The precise details about the hearing were not clear with the case under seal. But the judge's move amounts to a victory for Trump as he contends with a criminal investigation into unauthorized retention of national security information at his Mar-a-Lago resort and obstruction of justice.
Federal prosecutors had sought to force Trump to name a custodian of records and certify under oath that all documents with classified markings had been returned to the government - as demanded by the grand jury subpoena issued in May - or otherwise find Trump's office in contempt.
The contempt action is understood to be focused on Trump's political office because the subpoena sought the return of all documents and writings "in the custody of Donald J Trump and / or the Office of Donald J Trump" bearing classification markings.
In response to the subpoena, Trump's lawyer Evan Corcoran turned over a folder of documents to the justice department and asked another Trump lawyer Christina Bobb to sign a certification that she heavily caveated because she had not done the search, the Guardian previously reported.

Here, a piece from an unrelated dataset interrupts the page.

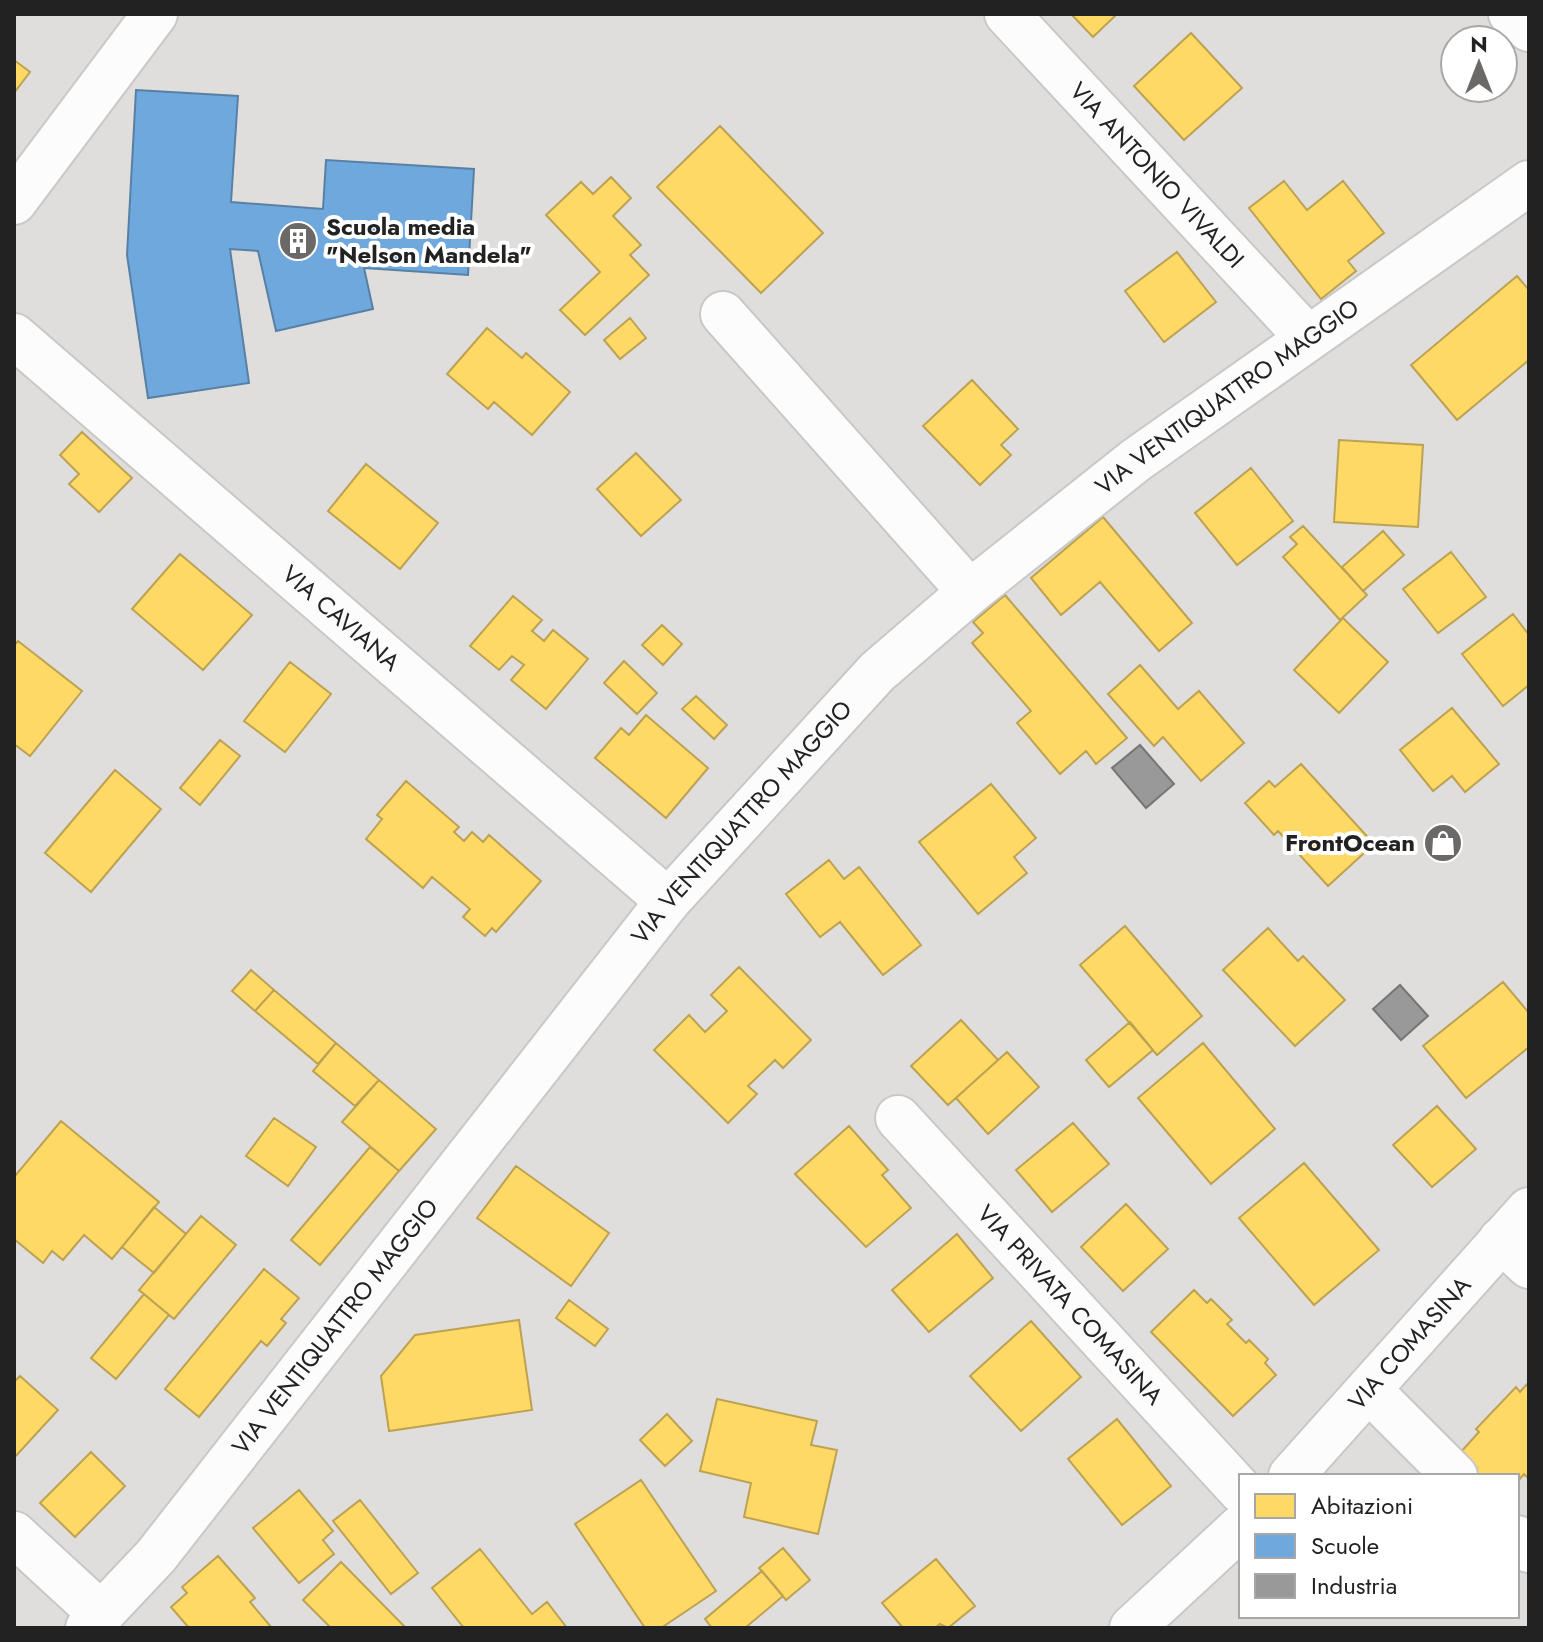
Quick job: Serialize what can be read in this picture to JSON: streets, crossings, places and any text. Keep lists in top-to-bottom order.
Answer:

The letter ultimately said that Bobb was making the attestation "based on the information provided to me" and "to the best of my knowledge", a fact that she emphasized to the department around the time that prosecutors collected the folder and the certification letter, a person familiar with the matter said.
But after the FBI searched Mar-a-Lago on 8 August and found 103 documents marked classified - leading prosecutors to believe the subpoena had not been complied with - the department sought Trump's lawyers to again certify that no further materials remained.
The Trump legal team has resisted designating a custodian of records and providing a sworn statement, despite repeated requests. That deeply frustrated prosecutors who told the legal team that if they did not provide a second attestation, they would seek judicial enforcement.
Part of the Trump legal team's reluctance comes because neither they nor any other member of the former president's office have had custody of all documents marked classified and do not think they could comprehensively answer every question about them, the sources said.
In a statement, a Trump spokesman said the former president and his lawyers would "continue to be transparent and cooperative even in the face of the highly weaponized and corrupt witch-hunt from the Department of 'Justice'."
The closed-door court battle between the justice department and Trump's lawyers comes after it emerged that a search of a storage unit in Florida holding boxes of material belonging to Trump turned up two more documents marked classified, in addition to the 103 found at Mar-a-Lago by the FBI.
It was not clear whether the department initiated the contempt proceeding before or after the two additional documents were found, though the Trump legal team is understood to have turned over the two new documents as soon as they were discovered, the sources said.